The derivation of centerlines from a polygonal representation of roads is a typical application for a skeleton operator. Often this is needed for network analysis tasks such as routing for car navigation. Figure 6 shows a dataset with parcels from the cadastral administration. The dataset includes information about the land use of each parcel. Thus, also the area covered by roads can be identified.

Fig. 6
figure 6

Source data from cadastral administration. Road parcels in gray

The term “road” is used differently in the contexts of cadastral administration and navigation: On the one hand, the road area sometimes comprises (unwanted) areas like parking lots. On the other hand, areas of tunnels, which are important for the network connectivity are missing. In view of this, the automatic derivation of a road map for navigation purposes is only possible to a limited extent. However, the aim is to automatically derive centerlines from the cadastral dataset in order to reduce the manual processing needed to create a road map. In the cadastral dataset the road network is fractured by administrative borders into many small parcels which do not correspond to topographic objects like road sections or road lanes. Consequently, we will consider the union of all road parcels which will be referred to as “road polygon.” The following requirements are defined for a road map in addition to the general requirements from Sect. 3.

  1. 1.

    A road map contains a road centerline for a part of the road polygon if

    1. a.

      its shape is roadlike (this includes all “road axes” that will be defined in Sect. 4.1) OR

    2. b.

      it connects other parts (particularly, this holds for junction areas).

  2. 2.

    In case the road polygon has a roadlike shape (1a) the centerline must have equal distance to both roadsides.

  3. 3.

    In case of a non-roadlike shape (1b) the centerline must connect the centerlines of the neighboring roadlike parts, such that

    1. a.

      their directions are continued AND

    2. b.

      their intersections are as simple as possible AND

    3. c.

      the boundary of the road polygon is not violated.
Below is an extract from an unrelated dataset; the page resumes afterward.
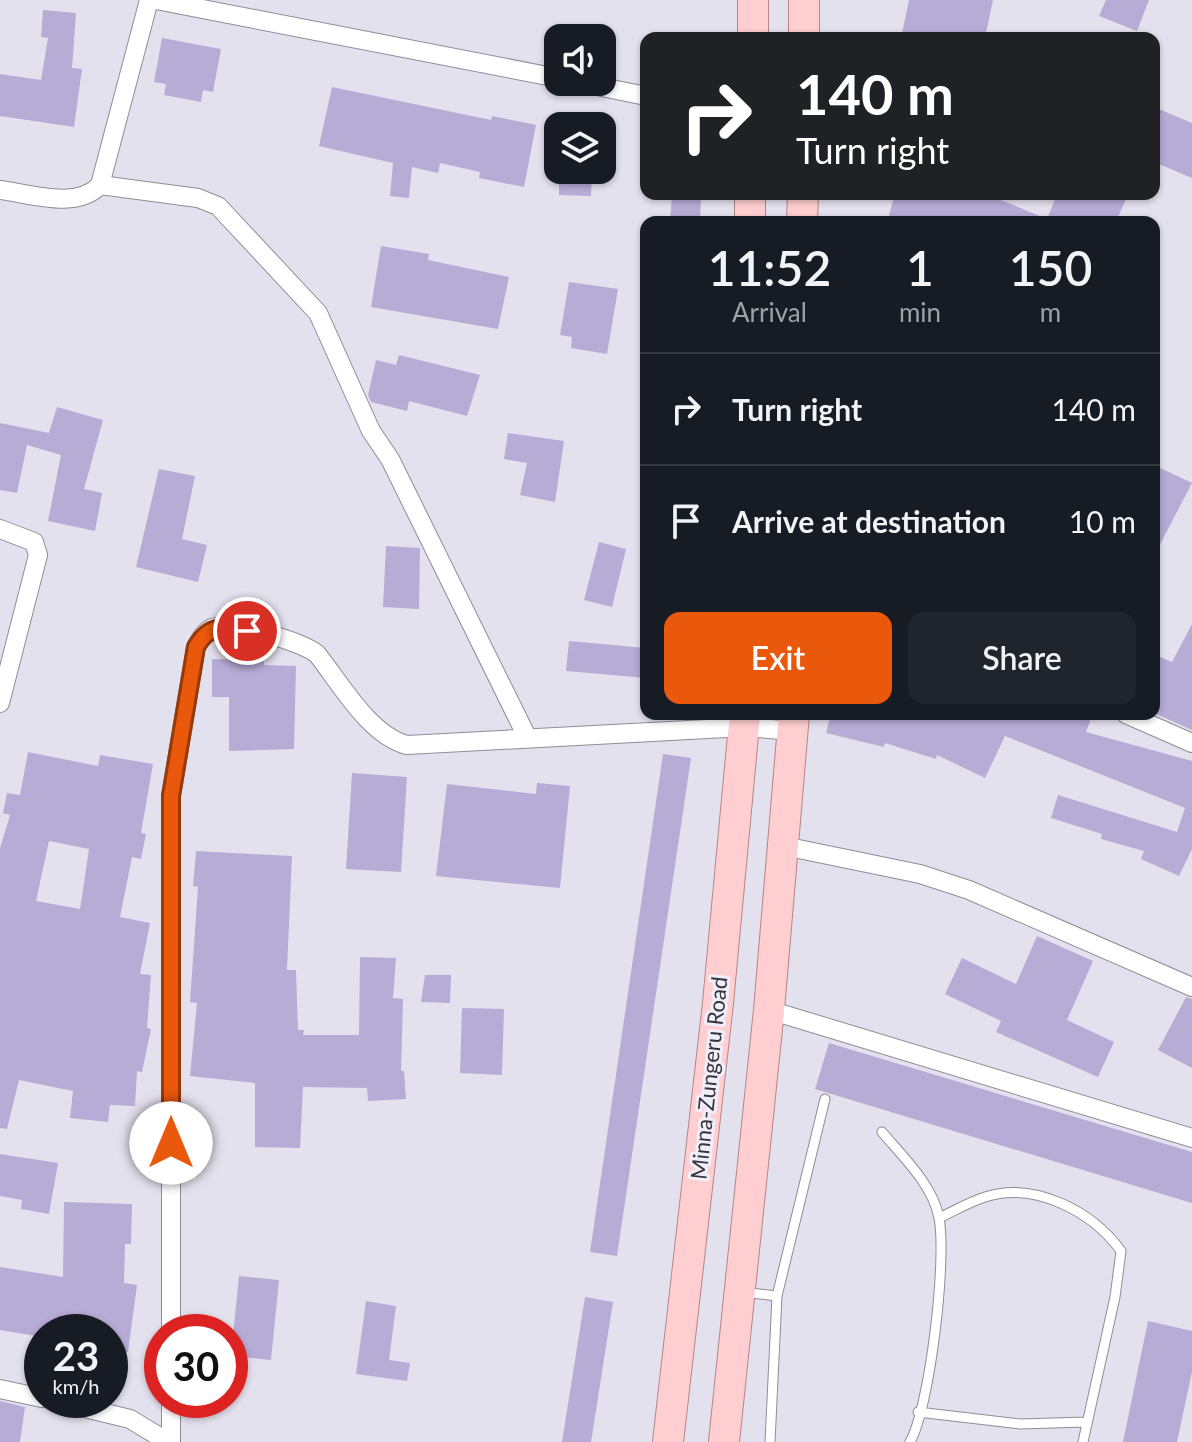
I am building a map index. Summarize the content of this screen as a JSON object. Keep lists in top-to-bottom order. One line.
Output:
{"streets":{"main road":["Minna-Zungeru Road"]},"page":{"turn":["140 m","Turn right"],"eta":["11:52","Arrival","1","min","150","m"],"list":[{"name":"Turn right","value":"140 m"},{"name":"Arrive at destination","value":"10 m"}],"buttons":["Exit","Share"],"speed":"23 km/h","limit":"30"}}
Figure 7 shows the straight skeleton of the road polygon. Edges of zero length were added to all vertices of the polygon with angles greater than 270°. This skeleton can be analyzed to identify the two different cases defined in requirement 1. In Sect. 4.2 an algorithm is presented that uses a definition for “road axes” to reduce the skeleton to a centerline such that the requirements 1 and 2 are satisfied. The closely spaced skeleton edges in the magnifying box of Fig. 7 will be deleted by this procedure and will not affect the following processing steps. Requirement 3 can not be satisfied by deletion of edges. The centerline needs to be reshaped in parts which do not have the typical elongated shape of a road. Especially this applies to junction areas. A method for their reconstruction was developed which is presented in Section 4.3.

Fig. 7
figure 7

An area of the test dataset with its skeleton. In some parts the distances between vertices of the road polygon are very small, which is due to curves that are approximated by multiple straight lines. This results in a high density of skeleton edges. To clarify this, the shaded clipping is magnified in the bottom right corner

Definition of road axes

The geometric characteristics of roads can be described by shape measures such as width, length and the angle between left and right road delineation. Using the straight skeleton is advantageous, since these characteristics can be expressed directly by measures of the skeleton, so that each edge can be tested for satisfying a road axes model.

For this purpose the current offset or “roof height” is assigned to each new vertex during the construction of the skeleton as height value. Here, this value is equal to half of the polygon width since the inclination of all planes is defined to be 45°. The length of a road segment corresponds to the length of the skeleton edge. The inclination of a skeleton edge, which is the bisector of two polygon edges, is a function of the angle between the same edges of the polygon. This relationship can be expressed with i = sin(α/2) , with i being the inclination of the skeleton edge and α being the angle between the two corresponding polygon edges. The skeleton edge is horizontal if both polygon edges are parallel. The following criteria are defined for edges belonging to road axes:

  1. 1.

    The inclination of an edge must not exceed a certain value, which means that the left and right road delineation must be parallel given a tolerance angle. For the examples shown in this paper, a threshold of 20% was used for the inclination.

  2. 2.

    The vertices incident to an investigated edge must have a minimum height, meaning that a road has a minimum width. Here a minimum height of 1 m, corresponding to a minimum road width of 2 m was used.

  3. 3.

    Edges which fulfill the first two criteria are grouped into sequences, that are terminated at vertices with degree higher than two. If such a sequence does not satisfy a length criterion, the associated edges are defined not to be part of the road axes. As length criterion it is defined here, that the total length of a sequence must be greater than the maximal height of its vertices, i.e., a road is longer than wide.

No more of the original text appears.